[[ RECORDS SHOWN, beginning ]]

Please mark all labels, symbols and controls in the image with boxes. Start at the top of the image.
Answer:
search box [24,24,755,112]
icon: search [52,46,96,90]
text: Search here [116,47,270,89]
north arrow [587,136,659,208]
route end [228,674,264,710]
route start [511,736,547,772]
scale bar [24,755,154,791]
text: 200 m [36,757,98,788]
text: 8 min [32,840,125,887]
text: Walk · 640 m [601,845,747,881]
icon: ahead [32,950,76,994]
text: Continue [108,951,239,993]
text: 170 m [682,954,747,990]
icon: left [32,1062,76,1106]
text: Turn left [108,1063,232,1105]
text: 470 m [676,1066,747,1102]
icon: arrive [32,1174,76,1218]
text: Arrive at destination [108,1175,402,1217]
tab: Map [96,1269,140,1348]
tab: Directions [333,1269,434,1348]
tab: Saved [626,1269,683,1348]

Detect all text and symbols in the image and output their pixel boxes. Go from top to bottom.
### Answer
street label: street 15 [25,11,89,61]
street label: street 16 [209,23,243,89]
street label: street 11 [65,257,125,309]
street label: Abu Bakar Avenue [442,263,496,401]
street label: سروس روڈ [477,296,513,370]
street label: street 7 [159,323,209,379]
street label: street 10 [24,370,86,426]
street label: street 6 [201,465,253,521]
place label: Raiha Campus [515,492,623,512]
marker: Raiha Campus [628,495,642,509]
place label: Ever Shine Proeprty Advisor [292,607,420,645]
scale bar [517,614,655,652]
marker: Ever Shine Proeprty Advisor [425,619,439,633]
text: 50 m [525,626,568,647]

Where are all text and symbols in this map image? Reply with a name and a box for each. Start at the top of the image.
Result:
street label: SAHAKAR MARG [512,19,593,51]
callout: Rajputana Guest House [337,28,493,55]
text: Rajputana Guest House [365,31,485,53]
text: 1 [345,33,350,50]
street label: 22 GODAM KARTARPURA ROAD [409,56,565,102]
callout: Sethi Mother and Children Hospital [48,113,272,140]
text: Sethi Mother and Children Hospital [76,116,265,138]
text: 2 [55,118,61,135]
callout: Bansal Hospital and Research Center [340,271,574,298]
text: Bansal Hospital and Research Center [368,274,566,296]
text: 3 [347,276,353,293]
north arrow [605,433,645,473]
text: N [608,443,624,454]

[[ RECORDS SHOWN, end ]]

:: WHAT THE TASK ASKS ::
Going from the line that has "Where are all" through the last line of the entries, retype each line exactly as given and add nothing.

:: FINISHED TASK ::
Where are all text and symbols in this map image? Reply with a name and a box for each. Start at the top of the image.
Result:
street label: SAHAKAR MARG [512,19,593,51]
callout: Rajputana Guest House [337,28,493,55]
text: Rajputana Guest House [365,31,485,53]
text: 1 [345,33,350,50]
street label: 22 GODAM KARTARPURA ROAD [409,56,565,102]
callout: Sethi Mother and Children Hospital [48,113,272,140]
text: Sethi Mother and Children Hospital [76,116,265,138]
text: 2 [55,118,61,135]
callout: Bansal Hospital and Research Center [340,271,574,298]
text: Bansal Hospital and Research Center [368,274,566,296]
text: 3 [347,276,353,293]
north arrow [605,433,645,473]
text: N [608,443,624,454]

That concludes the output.